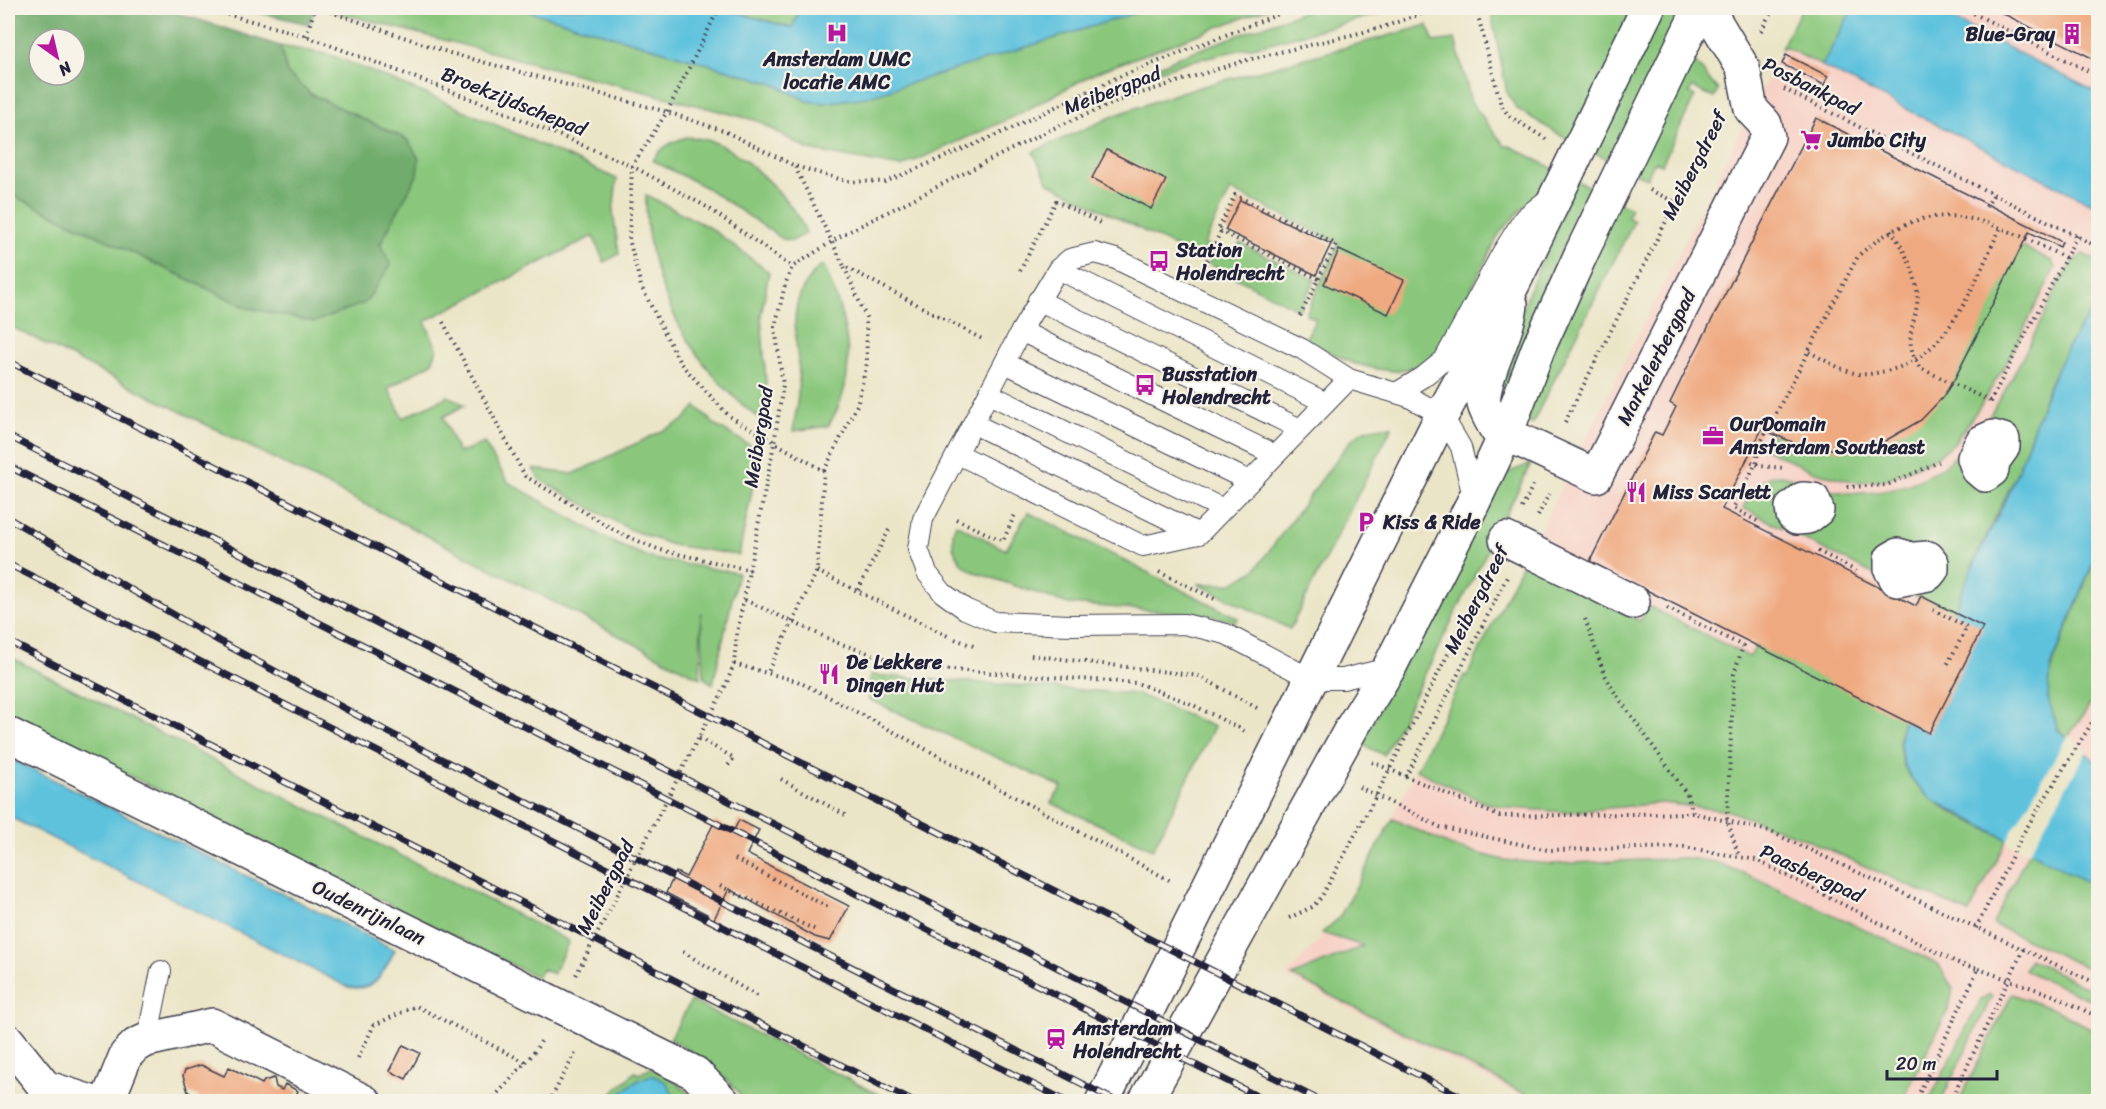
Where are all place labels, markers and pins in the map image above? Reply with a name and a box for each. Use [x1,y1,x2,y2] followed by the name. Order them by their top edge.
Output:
[1965,17,2056,52] place label: Blue-Gray
[825,21,849,45] hospital icon: Amsterdam UMC locatie AMC
[2060,22,2084,46] building icon: Blue-Gray
[762,42,911,100] place label: Amsterdam UMC locatie AMC
[1827,123,1927,158] place label: Jumbo City
[1799,128,1823,152] supermarket icon: Jumbo City
[1175,233,1285,291] place label: Station Holendrecht
[1147,249,1171,273] bus stop icon: Station Holendrecht
[1161,357,1271,415] place label: Busstation Holendrecht
[1133,373,1157,397] bus stop icon: Busstation Holendrecht
[1729,407,1925,465] place label: OurDomain Amsterdam Southeast
[1701,424,1725,448] office icon: OurDomain Amsterdam Southeast
[1652,475,1772,510] place label: Miss Scarlett
[1624,480,1648,504] restaurant icon: Miss Scarlett
[1382,505,1481,540] place label: Kiss & Ride
[1354,510,1378,534] parking icon: Kiss & Ride
[846,645,945,703] place label: De Lekkere Dingen Hut
[817,662,841,686] restaurant icon: De Lekkere Dingen Hut
[1072,1011,1182,1069] place label: Amsterdam Holendrecht
[1044,1027,1068,1051] station icon: Amsterdam Holendrecht

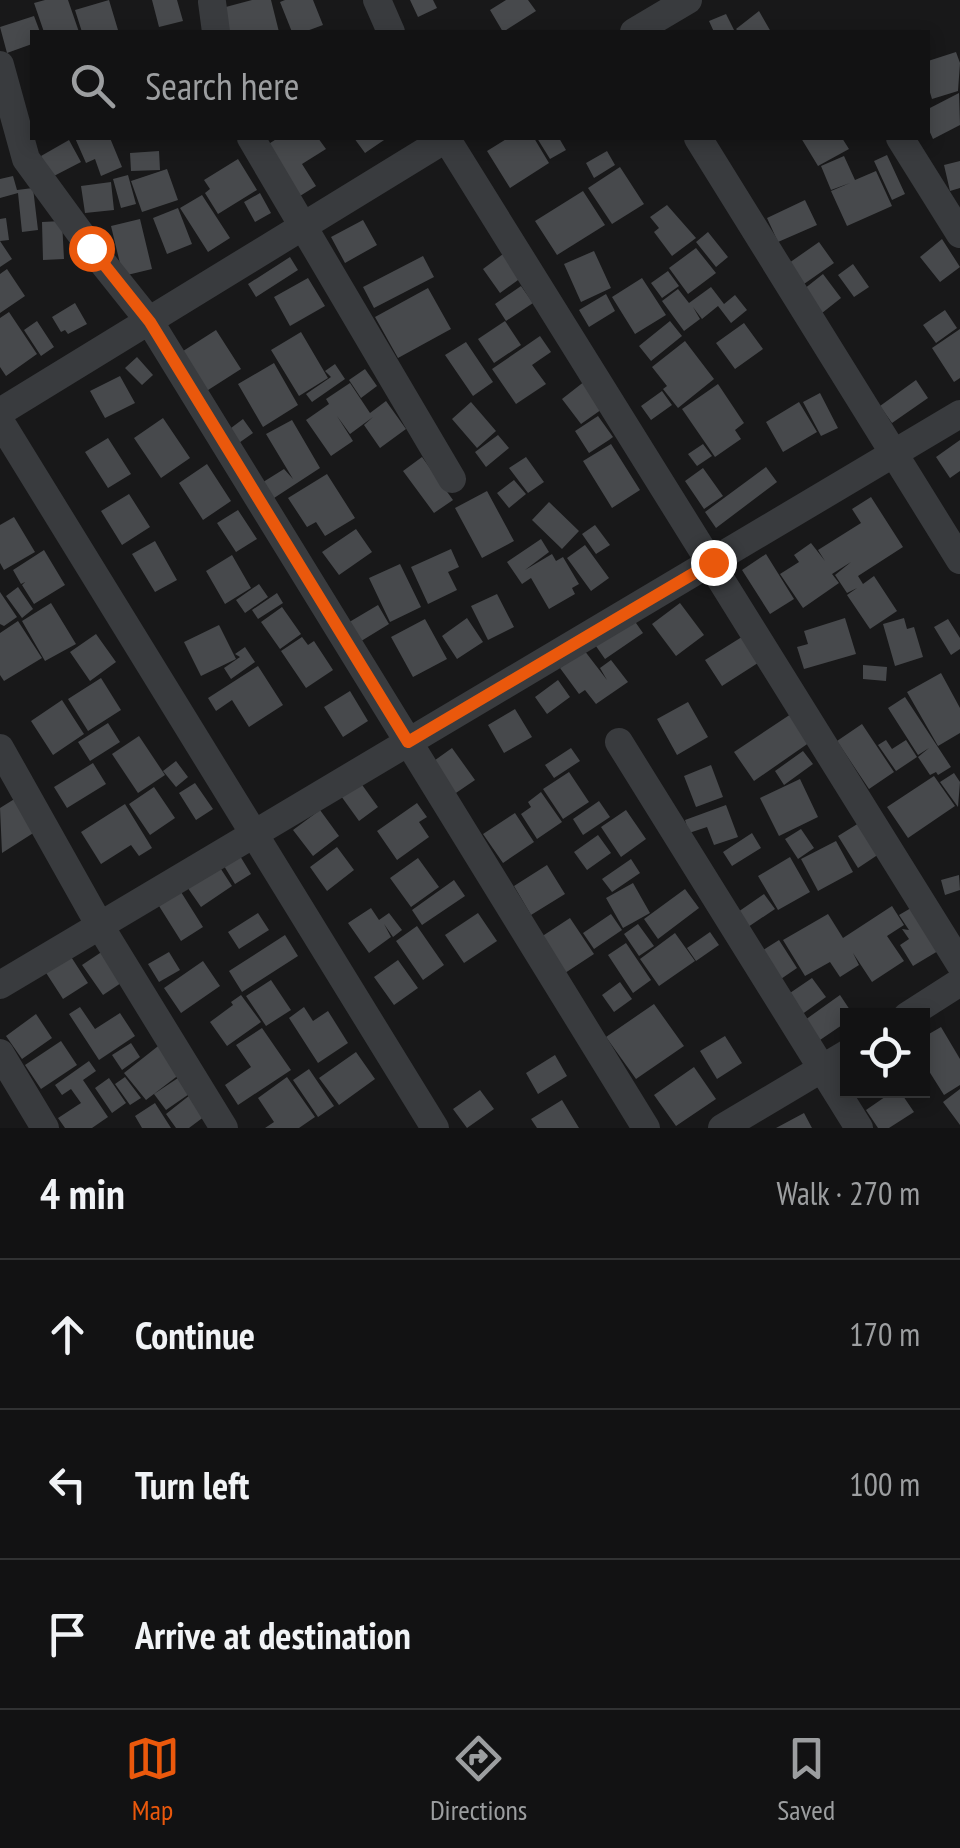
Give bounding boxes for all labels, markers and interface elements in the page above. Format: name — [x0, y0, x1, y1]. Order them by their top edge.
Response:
search box — [30, 30, 930, 140]
icon: search — [65, 58, 120, 113]
text: Search here — [145, 61, 299, 110]
route start — [69, 226, 115, 272]
route end — [691, 540, 737, 586]
map controls — [840, 1008, 930, 1098]
button: locate — [840, 1008, 930, 1098]
text: 4 min — [40, 1166, 125, 1221]
text: Walk · 270 m — [776, 1172, 920, 1214]
icon: ahead — [40, 1307, 95, 1362]
text: Continue — [135, 1310, 255, 1359]
text: 170 m — [849, 1313, 920, 1355]
icon: left — [40, 1457, 95, 1512]
text: Turn left — [135, 1460, 249, 1509]
text: 100 m — [849, 1463, 920, 1505]
icon: arrive — [40, 1607, 95, 1662]
text: Arrive at destination — [135, 1610, 411, 1659]
tab: Map — [125, 1731, 180, 1828]
tab: Directions — [430, 1731, 527, 1828]
tab: Saved — [777, 1731, 835, 1828]

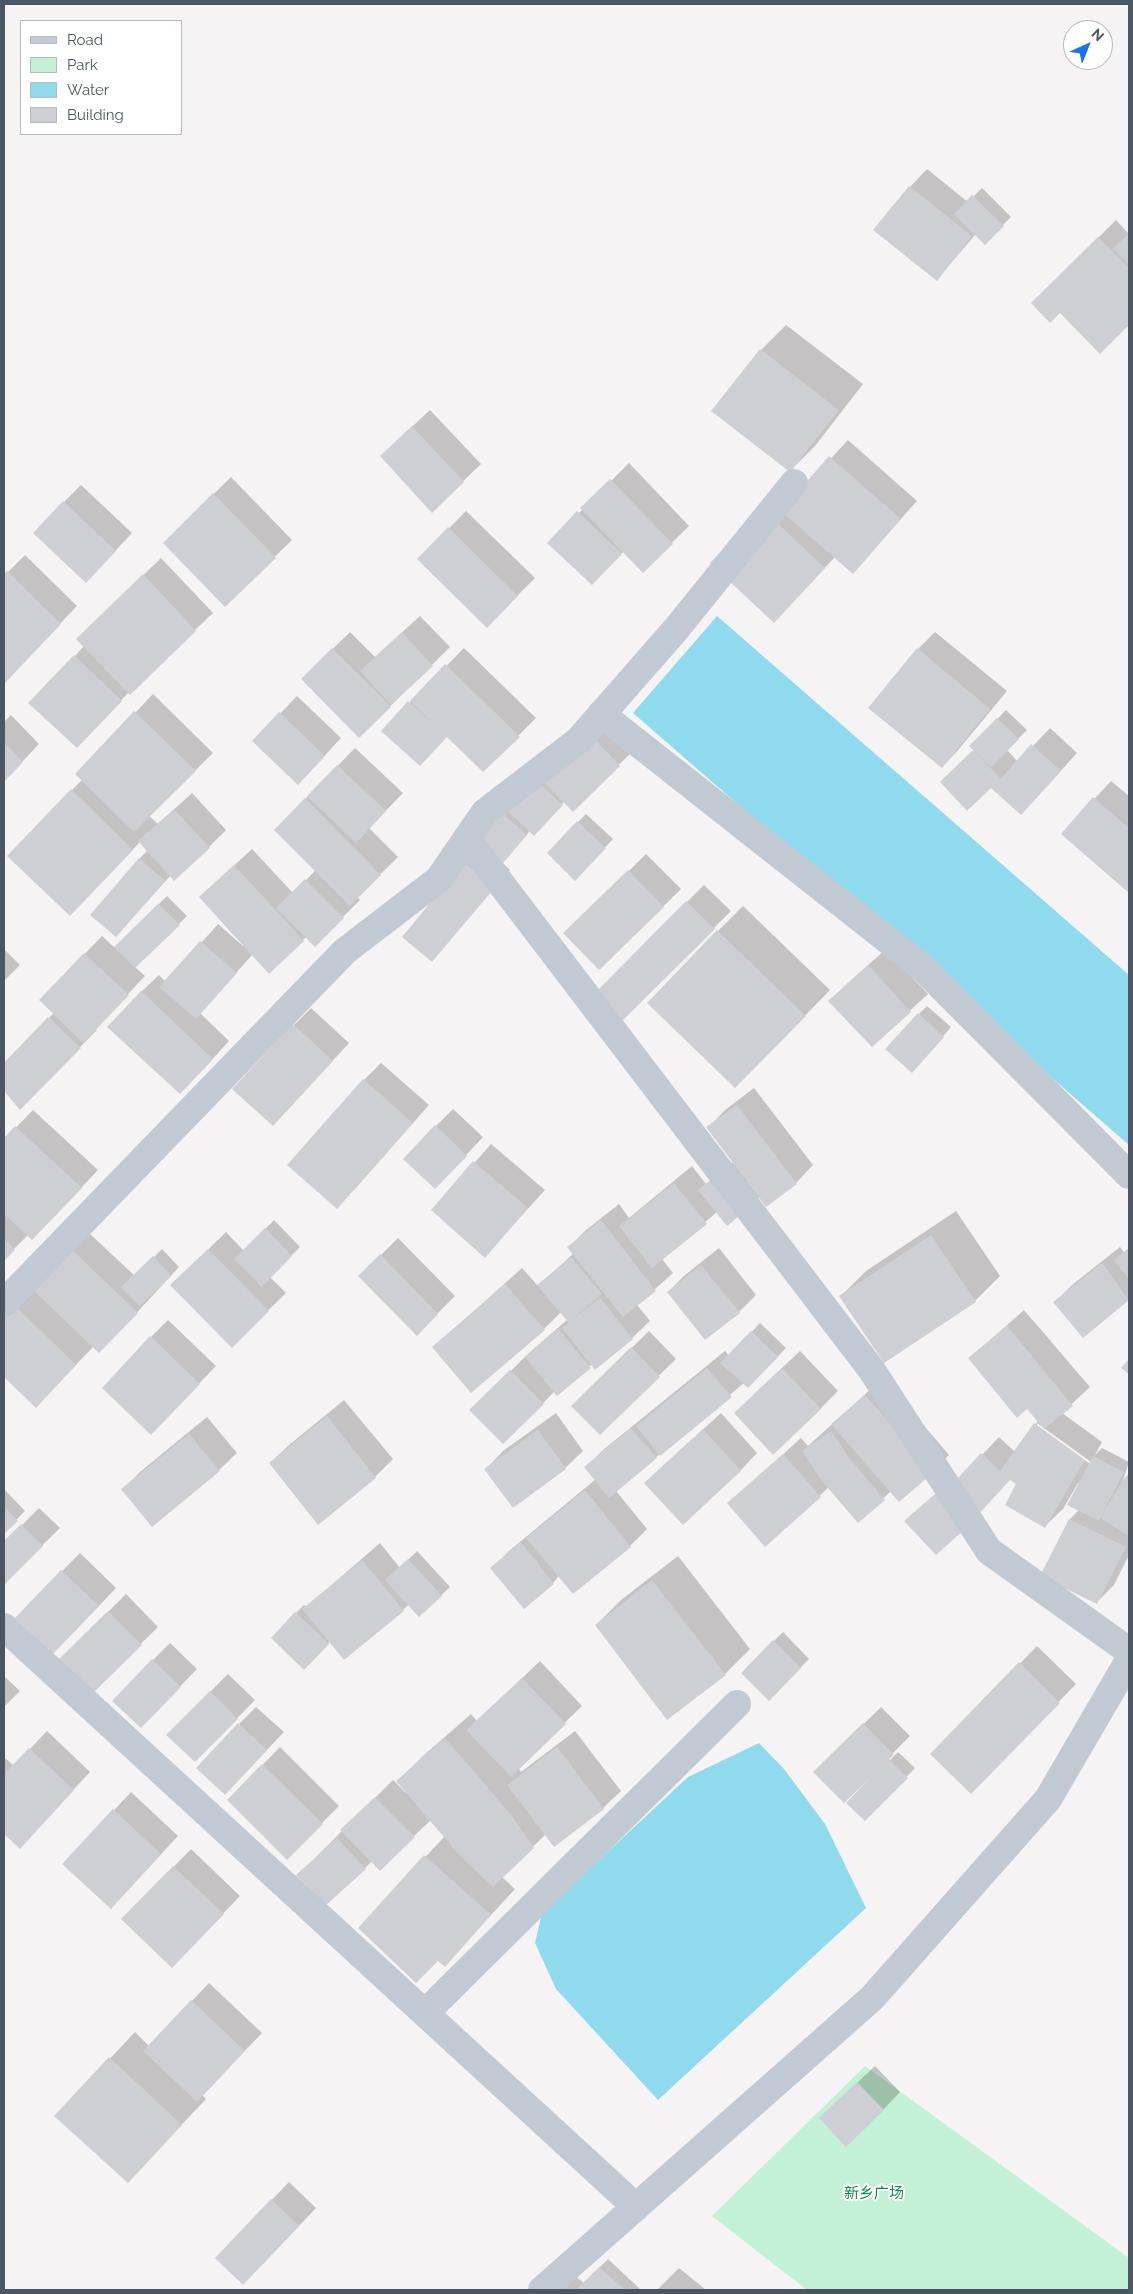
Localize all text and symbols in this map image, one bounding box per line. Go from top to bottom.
legend [20,20,182,135]
north arrow [1063,20,1113,70]
text: N [1088,25,1107,44]
text: Road [67,31,103,49]
text: Park [67,56,98,74]
text: Water [67,81,109,99]
text: Building [67,106,124,124]
park label: 新乡广场 [844,2184,904,2202]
= = =
> **WHAT YOU SHOULD DO**: Lines with "their": state how many there are in the records, and nothing more.

> **ANSWER FOR THE TASK**: 2